Courtesy: The Rochester Democrat and ChronicleBall's nonstop motor helps to spark RhinosJeff DiVeronica
Staff writer June 29, 2007
A few months shy of his 35th birthday, John Ball is the oldest player on the Rhinos' roster.
He has never been a fitness freak, admits to smoking a cigarette or two over the years and doesn't shy away from junk food.
But when Rochester was pushed to the brink in Tuesday's Lamar Hunt U.S. Open Cup match, there was Ball, running just as hard in the 120th minute as he was in the first.
"I guess I just have good genes," the veteran midfielder says with a laugh.
Ray Reid, his college coach at Southern Connecticut State who has revitalized the UConn's program, used to joke that Ball had three lungs.
But Ball has brought more than an amazing work rate to Rochester's teams the past three years. He brings intensity and the savvy the young Rhinos need. He'll mouth off to an opponent, an official or even a teammate, depending if he feels it's necessary.
"I think sometimes our team needs a fire lit under their butt," said Ball, an 11-year veteran of the USL First Division with more than 175 matches under his belt for six different teams.
"With the referees, I've been around so long I know a lot of them from indoor (soccer) or outdoor. I know what I can get away with and when to just shut up."
Rochester faces one of Ball's former teams tonight at PAETEC Park when it plays the Atlanta Silverbacks. It's a matchup of teams going in opposite directions.
Atlanta is 0-4-2 in it last six while the Rhinos are 4-0-3 since a May 20 loss at USL leader Vancouver.
Rhinos coach Laurie Calloway has said he likes Ball's ability to rile up his own teammates and even opponents. But Ball has learned over the years when to take his foot off the gas pedal.
Early in Tuesday's 2-1 comeback win over Western Mass, he tangled with an opponent on the sideline. As the opponent stood up, he stiff-armed Ball, who exaggerated the push and went to the ground.
But the gamesmanship fired up his teammates, who racked up a record 40 shots and dominated, even if they could only manage to score twice.
Ball assisted on Aaran Lines' game-winning goal in overtime.

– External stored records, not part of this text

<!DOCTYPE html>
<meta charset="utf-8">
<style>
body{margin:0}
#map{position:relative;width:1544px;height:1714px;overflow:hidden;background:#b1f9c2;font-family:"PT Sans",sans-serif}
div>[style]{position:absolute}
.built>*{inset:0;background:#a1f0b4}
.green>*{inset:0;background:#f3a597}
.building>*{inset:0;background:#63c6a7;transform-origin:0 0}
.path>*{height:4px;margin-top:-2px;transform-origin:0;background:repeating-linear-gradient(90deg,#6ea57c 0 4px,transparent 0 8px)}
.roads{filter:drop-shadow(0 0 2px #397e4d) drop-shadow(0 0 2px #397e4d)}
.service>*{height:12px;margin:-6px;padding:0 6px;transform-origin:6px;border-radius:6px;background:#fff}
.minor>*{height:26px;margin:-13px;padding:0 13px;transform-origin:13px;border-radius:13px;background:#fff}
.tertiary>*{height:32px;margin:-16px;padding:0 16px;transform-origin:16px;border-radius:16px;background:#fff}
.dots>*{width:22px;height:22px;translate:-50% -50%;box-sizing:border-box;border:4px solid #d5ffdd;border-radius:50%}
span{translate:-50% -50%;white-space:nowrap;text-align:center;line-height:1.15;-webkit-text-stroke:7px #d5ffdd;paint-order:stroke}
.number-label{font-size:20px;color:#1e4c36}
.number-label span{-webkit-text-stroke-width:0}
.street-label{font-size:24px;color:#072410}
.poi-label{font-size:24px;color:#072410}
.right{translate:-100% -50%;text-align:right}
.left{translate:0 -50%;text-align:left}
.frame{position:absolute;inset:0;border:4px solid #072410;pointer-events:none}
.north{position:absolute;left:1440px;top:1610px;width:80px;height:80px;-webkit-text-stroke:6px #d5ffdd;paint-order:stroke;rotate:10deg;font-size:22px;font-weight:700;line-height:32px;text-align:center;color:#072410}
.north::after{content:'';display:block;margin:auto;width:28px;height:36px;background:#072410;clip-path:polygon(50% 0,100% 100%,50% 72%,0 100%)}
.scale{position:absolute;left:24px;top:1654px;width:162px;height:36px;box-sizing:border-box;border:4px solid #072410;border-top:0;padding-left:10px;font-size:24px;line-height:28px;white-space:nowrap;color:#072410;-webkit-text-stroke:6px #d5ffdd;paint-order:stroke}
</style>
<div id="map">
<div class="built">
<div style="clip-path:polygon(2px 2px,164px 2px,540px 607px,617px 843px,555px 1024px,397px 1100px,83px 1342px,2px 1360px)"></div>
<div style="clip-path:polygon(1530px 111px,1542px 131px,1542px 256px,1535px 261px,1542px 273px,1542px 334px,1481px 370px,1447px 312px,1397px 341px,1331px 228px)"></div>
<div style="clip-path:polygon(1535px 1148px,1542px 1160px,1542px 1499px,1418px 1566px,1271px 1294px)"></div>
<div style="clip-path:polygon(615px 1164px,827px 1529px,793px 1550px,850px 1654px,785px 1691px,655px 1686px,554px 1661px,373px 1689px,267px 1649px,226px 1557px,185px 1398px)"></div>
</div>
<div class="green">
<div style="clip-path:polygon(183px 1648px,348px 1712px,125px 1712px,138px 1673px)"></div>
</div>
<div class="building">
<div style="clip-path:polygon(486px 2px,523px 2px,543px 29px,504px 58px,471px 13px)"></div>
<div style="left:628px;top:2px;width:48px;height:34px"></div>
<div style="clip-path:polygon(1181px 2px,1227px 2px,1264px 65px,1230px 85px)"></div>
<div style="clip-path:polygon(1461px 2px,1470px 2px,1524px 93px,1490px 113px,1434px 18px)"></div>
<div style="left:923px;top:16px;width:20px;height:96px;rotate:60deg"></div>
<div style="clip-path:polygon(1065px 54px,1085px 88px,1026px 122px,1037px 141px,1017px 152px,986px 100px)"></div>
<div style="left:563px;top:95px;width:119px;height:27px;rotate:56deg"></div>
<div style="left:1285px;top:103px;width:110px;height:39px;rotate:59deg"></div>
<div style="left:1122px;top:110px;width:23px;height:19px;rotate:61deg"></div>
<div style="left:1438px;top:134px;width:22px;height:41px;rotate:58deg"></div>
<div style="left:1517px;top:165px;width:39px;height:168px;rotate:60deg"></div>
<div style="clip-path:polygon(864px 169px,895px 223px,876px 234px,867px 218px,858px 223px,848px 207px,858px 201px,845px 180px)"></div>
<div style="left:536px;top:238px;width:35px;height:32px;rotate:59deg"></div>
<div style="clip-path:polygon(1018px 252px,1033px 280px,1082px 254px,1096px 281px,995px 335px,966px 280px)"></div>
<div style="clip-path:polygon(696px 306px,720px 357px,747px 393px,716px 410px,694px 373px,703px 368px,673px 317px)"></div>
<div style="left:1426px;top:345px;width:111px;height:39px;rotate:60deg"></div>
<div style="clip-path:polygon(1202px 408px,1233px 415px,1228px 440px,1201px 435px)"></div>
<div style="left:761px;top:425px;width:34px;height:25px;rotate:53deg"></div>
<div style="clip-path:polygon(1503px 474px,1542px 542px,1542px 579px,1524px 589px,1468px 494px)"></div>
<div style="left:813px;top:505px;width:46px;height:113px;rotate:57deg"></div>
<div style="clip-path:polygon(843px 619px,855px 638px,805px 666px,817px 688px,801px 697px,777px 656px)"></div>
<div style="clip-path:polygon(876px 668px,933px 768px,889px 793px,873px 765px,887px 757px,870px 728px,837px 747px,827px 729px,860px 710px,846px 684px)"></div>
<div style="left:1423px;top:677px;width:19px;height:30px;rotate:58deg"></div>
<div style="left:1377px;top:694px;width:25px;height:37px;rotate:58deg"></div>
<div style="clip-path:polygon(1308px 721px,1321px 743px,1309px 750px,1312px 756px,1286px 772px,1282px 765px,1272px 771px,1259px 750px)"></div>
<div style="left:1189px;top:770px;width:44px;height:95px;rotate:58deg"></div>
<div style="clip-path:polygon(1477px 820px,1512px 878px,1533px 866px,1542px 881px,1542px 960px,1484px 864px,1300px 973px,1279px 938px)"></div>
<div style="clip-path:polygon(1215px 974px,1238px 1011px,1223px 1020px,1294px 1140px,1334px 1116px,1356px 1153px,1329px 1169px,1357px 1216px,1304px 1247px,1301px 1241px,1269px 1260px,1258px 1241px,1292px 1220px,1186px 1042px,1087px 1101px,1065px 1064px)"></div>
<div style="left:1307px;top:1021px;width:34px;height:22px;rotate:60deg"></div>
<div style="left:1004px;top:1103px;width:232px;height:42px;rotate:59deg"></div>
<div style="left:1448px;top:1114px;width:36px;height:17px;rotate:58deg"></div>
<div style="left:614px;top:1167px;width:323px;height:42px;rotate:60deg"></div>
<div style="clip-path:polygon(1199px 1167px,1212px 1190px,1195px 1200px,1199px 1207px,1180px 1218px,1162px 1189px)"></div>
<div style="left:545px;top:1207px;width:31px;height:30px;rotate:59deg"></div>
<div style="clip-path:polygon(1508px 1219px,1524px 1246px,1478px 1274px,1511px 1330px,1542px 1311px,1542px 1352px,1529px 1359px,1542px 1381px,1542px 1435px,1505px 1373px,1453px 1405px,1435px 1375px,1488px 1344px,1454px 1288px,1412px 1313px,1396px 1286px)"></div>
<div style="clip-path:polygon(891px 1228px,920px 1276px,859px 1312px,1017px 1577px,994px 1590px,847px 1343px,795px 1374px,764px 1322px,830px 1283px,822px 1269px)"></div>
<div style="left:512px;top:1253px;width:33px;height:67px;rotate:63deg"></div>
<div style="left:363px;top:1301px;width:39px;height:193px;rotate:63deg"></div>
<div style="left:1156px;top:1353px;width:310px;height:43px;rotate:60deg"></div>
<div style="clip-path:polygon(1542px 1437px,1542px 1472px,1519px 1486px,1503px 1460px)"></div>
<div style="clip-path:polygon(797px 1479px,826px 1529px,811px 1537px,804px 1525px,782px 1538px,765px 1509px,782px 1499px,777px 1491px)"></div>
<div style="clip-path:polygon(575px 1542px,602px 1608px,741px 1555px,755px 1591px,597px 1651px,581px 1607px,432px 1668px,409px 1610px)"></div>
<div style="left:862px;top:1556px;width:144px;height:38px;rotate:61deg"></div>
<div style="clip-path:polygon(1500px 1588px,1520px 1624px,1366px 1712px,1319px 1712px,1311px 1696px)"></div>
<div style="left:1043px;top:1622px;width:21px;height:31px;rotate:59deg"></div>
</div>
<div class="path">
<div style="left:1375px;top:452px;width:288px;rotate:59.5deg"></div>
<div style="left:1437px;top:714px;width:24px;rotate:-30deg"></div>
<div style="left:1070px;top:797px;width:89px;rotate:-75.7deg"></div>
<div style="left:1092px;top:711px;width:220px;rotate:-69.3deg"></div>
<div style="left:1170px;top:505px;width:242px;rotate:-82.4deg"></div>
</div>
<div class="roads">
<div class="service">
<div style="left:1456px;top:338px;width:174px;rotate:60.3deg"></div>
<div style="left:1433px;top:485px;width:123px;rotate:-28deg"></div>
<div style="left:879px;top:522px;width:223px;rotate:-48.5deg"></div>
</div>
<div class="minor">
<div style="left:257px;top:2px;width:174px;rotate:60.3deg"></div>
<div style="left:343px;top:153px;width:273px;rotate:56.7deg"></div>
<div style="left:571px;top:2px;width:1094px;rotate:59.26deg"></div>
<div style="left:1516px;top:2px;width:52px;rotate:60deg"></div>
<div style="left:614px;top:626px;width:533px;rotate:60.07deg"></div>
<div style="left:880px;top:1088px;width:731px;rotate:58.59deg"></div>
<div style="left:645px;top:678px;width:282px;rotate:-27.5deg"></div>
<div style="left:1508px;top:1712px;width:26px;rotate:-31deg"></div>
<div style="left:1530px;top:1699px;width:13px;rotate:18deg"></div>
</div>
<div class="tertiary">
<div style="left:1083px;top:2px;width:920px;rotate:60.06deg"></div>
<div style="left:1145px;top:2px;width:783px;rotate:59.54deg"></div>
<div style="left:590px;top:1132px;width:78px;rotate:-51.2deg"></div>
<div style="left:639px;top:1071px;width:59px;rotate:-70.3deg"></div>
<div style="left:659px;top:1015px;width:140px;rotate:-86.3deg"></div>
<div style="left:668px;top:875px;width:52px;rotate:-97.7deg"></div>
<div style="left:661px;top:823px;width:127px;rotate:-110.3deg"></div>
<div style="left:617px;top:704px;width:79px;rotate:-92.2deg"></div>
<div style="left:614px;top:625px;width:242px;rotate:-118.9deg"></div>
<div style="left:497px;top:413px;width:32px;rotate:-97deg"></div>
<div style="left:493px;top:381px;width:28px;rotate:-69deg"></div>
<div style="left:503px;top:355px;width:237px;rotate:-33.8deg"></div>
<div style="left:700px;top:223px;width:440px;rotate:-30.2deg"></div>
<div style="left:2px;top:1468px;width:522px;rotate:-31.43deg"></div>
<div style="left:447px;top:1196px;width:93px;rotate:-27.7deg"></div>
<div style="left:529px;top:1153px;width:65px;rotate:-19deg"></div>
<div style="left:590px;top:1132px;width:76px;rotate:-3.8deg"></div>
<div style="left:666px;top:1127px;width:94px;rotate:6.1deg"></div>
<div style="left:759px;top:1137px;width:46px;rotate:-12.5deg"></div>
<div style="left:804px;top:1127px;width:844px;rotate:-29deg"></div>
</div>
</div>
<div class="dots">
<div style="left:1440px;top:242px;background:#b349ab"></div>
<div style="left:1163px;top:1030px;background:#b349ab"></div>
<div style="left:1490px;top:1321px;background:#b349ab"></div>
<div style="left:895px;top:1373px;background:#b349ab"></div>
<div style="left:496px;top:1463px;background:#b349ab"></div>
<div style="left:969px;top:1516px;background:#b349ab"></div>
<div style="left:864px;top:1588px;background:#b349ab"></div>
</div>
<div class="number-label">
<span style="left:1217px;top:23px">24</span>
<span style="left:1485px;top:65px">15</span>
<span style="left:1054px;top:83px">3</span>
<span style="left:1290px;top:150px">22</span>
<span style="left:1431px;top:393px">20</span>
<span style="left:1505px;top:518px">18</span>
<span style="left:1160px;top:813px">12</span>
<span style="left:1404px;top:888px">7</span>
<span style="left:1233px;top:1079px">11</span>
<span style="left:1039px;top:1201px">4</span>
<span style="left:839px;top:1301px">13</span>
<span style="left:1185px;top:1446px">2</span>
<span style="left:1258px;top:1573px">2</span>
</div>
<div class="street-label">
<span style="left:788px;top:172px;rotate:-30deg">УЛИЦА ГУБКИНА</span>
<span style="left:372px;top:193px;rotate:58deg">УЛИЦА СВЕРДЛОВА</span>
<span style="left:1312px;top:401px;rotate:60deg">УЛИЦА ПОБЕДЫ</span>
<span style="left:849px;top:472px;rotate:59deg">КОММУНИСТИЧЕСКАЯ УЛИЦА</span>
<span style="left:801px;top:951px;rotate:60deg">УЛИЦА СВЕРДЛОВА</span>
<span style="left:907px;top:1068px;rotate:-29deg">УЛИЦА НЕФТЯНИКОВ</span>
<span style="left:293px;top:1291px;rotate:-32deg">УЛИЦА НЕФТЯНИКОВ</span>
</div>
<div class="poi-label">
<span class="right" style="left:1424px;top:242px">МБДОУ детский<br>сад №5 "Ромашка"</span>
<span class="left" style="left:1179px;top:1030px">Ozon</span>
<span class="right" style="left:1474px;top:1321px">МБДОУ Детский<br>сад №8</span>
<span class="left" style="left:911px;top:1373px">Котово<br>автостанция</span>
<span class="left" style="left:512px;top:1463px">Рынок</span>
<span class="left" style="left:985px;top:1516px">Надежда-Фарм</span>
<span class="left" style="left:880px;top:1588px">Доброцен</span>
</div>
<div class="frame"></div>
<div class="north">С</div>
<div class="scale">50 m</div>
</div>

"He's tenacious and he's a proven commodity in this league," said former Rhinos general manager Chris Economides, who wanted desperately to acquire Ball when the Rhinos got off to a slow start in Calloway's first season (2005).
"Once he got married and settled down his whole mindset changed."
Ball nearly signed with Atlanta in 2005, but he came back to Rochester, where he played in 2000 before being released midway through the season.
"This club has so much history, so much tradition," said the Waterbury, Conn., native who spent part of the 1999 season with Chicago (MLS). "I think a lot of our young guys don't know that."
Ball wants to help restore that pride in Rochester. Only he and injured Scott Vallow have any connection to the Rhinos' former championship teams.
"We've finally got this stadium everyone wanted," said Ball, who has won two Division II NCAA championships and two indoor titles with Cleveland but is still trying for his first professional outdoor crown. "We have a good team. I want us to fill it."
Ball actually did lift weights for a few months earlier this year when the birth of his second child, son Jalen, who is eighth months old, changed his morning regimen. The baby would get him up early, so he'd go to the gym.
"I got a little stronger. I have to have something to back up my mouth," he joked.
Ball said he played with even more fury on Tuesday because a chance for a rematch with the New England Revolution (MLS), who eliminated Rochester in the fourth round last year, was on the line.
"I wanted those guys again. That's the bottom line," he said. "I'm still haunted by the inside-the-six goal I missed and I will be until we get them again."
Ball will be around for that July 10 matchup at PAETEC Park. But July 18 he leaves for two weeks to play for the United States futsal team in the Pan-American Games. He already has played in two futsal world championships, including in 2004 in China with Canandaigua's Andy Guastaferro. Futsal is played indoors on a basketball-like court. A smaller but heavier ball is used and the sides are 5-versus-5.
"There's nothing like hearing your national anthem before a game in another country. Gives you chills," he said.
Notes: The Rhinos will be without midfielder Stephen Black and central defender Kenney Bertz tonight because of yellow-card accumulation. Bertz also suffered a broken nose Tuesday. ... Atlanta started 2-0-2 but is winless in its last six matches (0-4-2). The Silverbacks haven't won since May 18. ... Ex-Rhinos David Hayes and recently signed Corey Woolfolk play for Atlanta. Woolfolk also nearly signed with Carolina.